● **Activity**
Among the entries below, only the lines starting at the one with "Describe this screen" and ending at the one with "Quick job: Build", both included, are to be printed exactly.

-- Opening Marker --

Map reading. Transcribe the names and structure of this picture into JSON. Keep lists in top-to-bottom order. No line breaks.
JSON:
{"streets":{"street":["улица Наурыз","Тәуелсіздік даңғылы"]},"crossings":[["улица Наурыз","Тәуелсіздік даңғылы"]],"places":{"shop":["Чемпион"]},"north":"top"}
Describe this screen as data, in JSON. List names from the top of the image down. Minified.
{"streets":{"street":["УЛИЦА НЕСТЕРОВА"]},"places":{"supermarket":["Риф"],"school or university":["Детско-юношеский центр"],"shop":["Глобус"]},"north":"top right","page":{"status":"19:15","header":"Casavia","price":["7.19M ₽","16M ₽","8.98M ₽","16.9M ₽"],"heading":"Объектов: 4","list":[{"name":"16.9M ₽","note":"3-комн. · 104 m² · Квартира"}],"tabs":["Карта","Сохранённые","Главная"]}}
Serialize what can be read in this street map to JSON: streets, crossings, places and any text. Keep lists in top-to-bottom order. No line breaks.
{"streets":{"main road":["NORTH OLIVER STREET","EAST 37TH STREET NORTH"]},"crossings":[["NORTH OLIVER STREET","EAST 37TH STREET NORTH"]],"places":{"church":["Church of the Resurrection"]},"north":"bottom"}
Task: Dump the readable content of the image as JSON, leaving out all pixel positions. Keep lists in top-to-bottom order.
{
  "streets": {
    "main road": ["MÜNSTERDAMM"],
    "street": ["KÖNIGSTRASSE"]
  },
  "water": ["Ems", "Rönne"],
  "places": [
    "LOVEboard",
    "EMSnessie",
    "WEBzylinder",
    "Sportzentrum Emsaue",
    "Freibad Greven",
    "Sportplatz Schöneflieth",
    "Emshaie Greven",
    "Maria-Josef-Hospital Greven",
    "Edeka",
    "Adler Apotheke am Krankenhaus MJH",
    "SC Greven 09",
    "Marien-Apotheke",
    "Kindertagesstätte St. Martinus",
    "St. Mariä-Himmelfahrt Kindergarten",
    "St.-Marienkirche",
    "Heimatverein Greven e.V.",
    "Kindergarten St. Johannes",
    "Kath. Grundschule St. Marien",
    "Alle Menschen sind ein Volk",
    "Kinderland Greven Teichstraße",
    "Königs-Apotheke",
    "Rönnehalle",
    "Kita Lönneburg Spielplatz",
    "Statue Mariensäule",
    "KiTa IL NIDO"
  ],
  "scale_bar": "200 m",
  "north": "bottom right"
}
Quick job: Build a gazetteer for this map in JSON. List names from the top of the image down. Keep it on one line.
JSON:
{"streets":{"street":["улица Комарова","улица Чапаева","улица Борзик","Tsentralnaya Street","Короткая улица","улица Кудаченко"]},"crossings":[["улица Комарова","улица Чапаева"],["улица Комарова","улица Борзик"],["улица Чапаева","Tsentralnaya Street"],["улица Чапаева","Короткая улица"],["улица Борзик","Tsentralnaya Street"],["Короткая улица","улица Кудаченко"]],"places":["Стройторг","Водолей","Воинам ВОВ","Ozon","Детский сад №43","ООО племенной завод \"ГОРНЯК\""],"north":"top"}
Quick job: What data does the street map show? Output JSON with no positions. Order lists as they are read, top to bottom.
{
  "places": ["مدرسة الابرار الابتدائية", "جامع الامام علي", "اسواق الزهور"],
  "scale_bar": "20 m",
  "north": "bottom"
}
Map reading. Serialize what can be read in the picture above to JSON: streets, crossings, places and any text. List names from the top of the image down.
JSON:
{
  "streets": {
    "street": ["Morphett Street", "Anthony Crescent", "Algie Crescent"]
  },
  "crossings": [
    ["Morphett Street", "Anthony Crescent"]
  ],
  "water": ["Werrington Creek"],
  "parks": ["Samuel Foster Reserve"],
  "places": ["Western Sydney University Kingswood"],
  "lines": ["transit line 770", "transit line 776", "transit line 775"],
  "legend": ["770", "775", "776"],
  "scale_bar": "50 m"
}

-- Closing Marker --

● **Output of the exercise**
Describe this screen as data, in JSON. List names from the top of the image down. Minified.
{"streets":{"street":["УЛИЦА НЕСТЕРОВА"]},"places":{"supermarket":["Риф"],"school or university":["Детско-юношеский центр"],"shop":["Глобус"]},"north":"top right","page":{"status":"19:15","header":"Casavia","price":["7.19M ₽","16M ₽","8.98M ₽","16.9M ₽"],"heading":"Объектов: 4","list":[{"name":"16.9M ₽","note":"3-комн. · 104 m² · Квартира"}],"tabs":["Карта","Сохранённые","Главная"]}}
Serialize what can be read in this street map to JSON: streets, crossings, places and any text. Keep lists in top-to-bottom order. No line breaks.
{"streets":{"main road":["NORTH OLIVER STREET","EAST 37TH STREET NORTH"]},"crossings":[["NORTH OLIVER STREET","EAST 37TH STREET NORTH"]],"places":{"church":["Church of the Resurrection"]},"north":"bottom"}
Task: Dump the readable content of the image as JSON, leaving out all pixel positions. Keep lists in top-to-bottom order.
{
  "streets": {
    "main road": ["MÜNSTERDAMM"],
    "street": ["KÖNIGSTRASSE"]
  },
  "water": ["Ems", "Rönne"],
  "places": [
    "LOVEboard",
    "EMSnessie",
    "WEBzylinder",
    "Sportzentrum Emsaue",
    "Freibad Greven",
    "Sportplatz Schöneflieth",
    "Emshaie Greven",
    "Maria-Josef-Hospital Greven",
    "Edeka",
    "Adler Apotheke am Krankenhaus MJH",
    "SC Greven 09",
    "Marien-Apotheke",
    "Kindertagesstätte St. Martinus",
    "St. Mariä-Himmelfahrt Kindergarten",
    "St.-Marienkirche",
    "Heimatverein Greven e.V.",
    "Kindergarten St. Johannes",
    "Kath. Grundschule St. Marien",
    "Alle Menschen sind ein Volk",
    "Kinderland Greven Teichstraße",
    "Königs-Apotheke",
    "Rönnehalle",
    "Kita Lönneburg Spielplatz",
    "Statue Mariensäule",
    "KiTa IL NIDO"
  ],
  "scale_bar": "200 m",
  "north": "bottom right"
}
Quick job: Build a gazetteer for this map in JSON. List names from the top of the image down. Keep it on one line.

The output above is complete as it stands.